No entanto, más notícias podem estar trazendo nuvens e tempestades para o governo.

No dia 23 de maio, pode acontecer a maior mobilização de massas em muitos anos. Existe uma combinação das lutas de diversos setores, como operários (metalúrgicos e construção civil, em particular) e funcionalismo público federal, estadual e municipal, com professores de todo o país à frente; uma retomada das mobilizações estudantis; a unidade com o movimento popular da cidade e do campo. É bom lembrar que isso não acontecia há muitos anos.

Por outro lado, explodiu um escândalo de corrupção ainda mais escabroso que o do mensalão, em 2005, ou o dos sanguessugas, no ano passado. Maior na dimensão das denúncias, que envolvem um ministro de Estado, pelo menos três governadores (e dois ex-governadores) e o presidente do Senado, além de inúmeros parlamentares. Tudo devidamente provado com fotos e filmes escandalosos.

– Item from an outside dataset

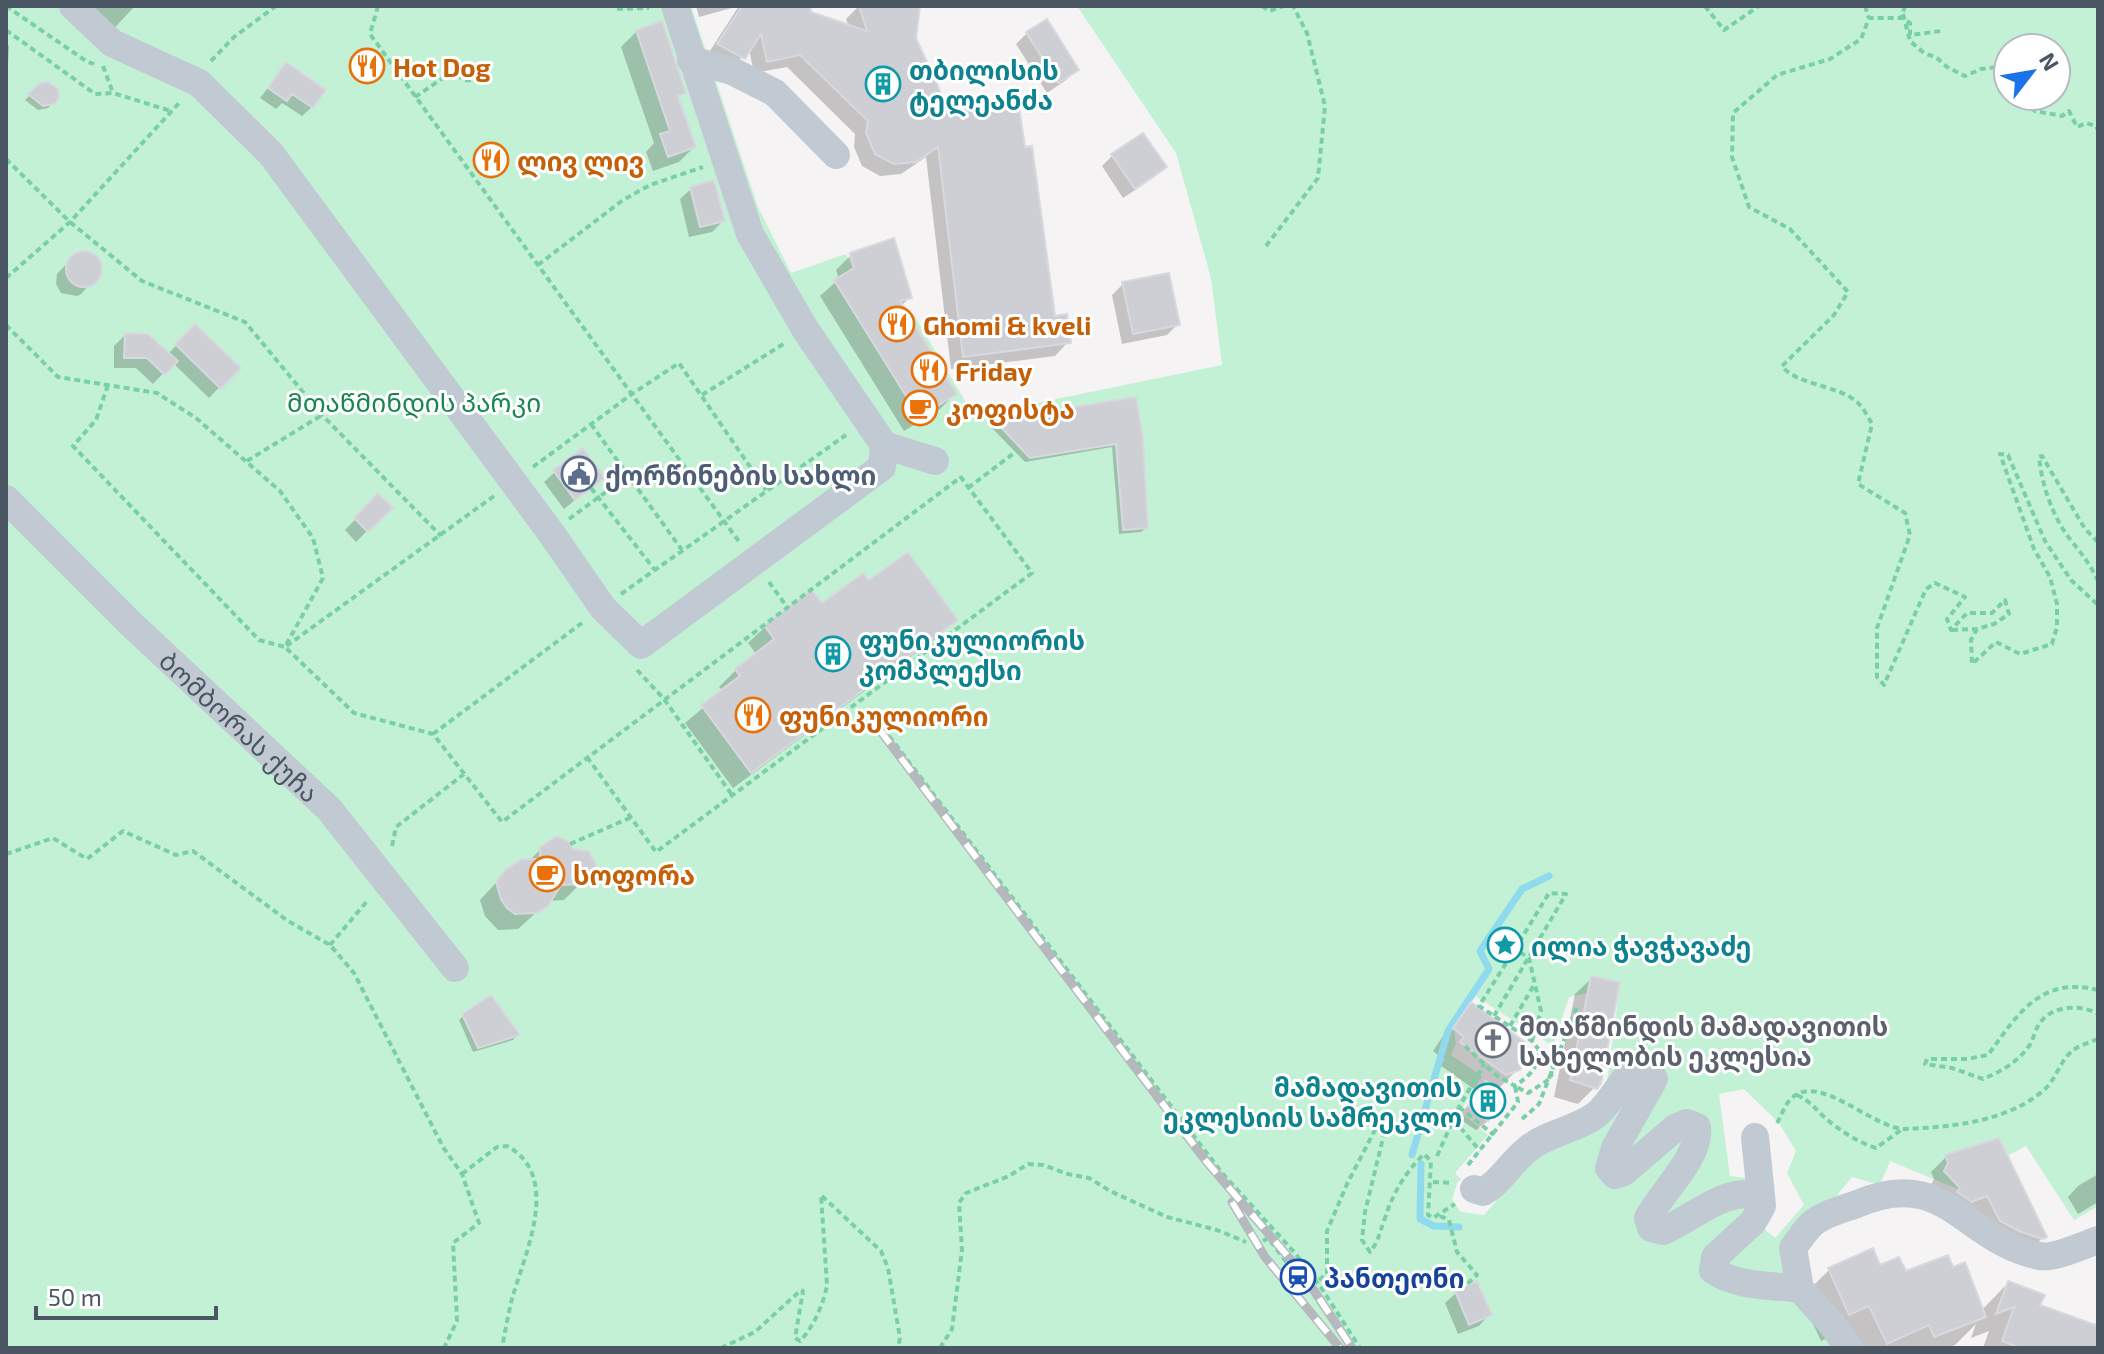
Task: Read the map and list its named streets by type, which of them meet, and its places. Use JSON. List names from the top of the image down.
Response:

Mobilizações em todo o país no dia 23 e um novo escândalo de corrupção. O primeiro momento deste segundo mandato, em que tudo parecia dar certo para o governo, vai chegando ao fim. Pode estar começando o verdadeiro segundo mandato, o das crises.

Nada é por acaso na corrupção
O novo escândalo de corrupção não tem nada de surpreendente. Depois do grande escândalo de 2005, a corrupção segue igual no segundo mandato de Lula. Segundo um dos maiores “especialistas” na área, o ex-deputado Roberto Jefferson (PTB), a única coisa que mudou foi a forma de distribuir o dinheiro: “antes, o caixa era feito por Delúbio Soares e Marcos Valério, que o distribuíam aos partidos da base; os últimos o repassavam aos deputados, em prestações mensais, em troca de apoio. (…) Hoje não, o PT trata da vida dele e os outros partidos também, por meio dos cargos que recebem do governo. Cada partido, agora, cuida da sua própria vida.”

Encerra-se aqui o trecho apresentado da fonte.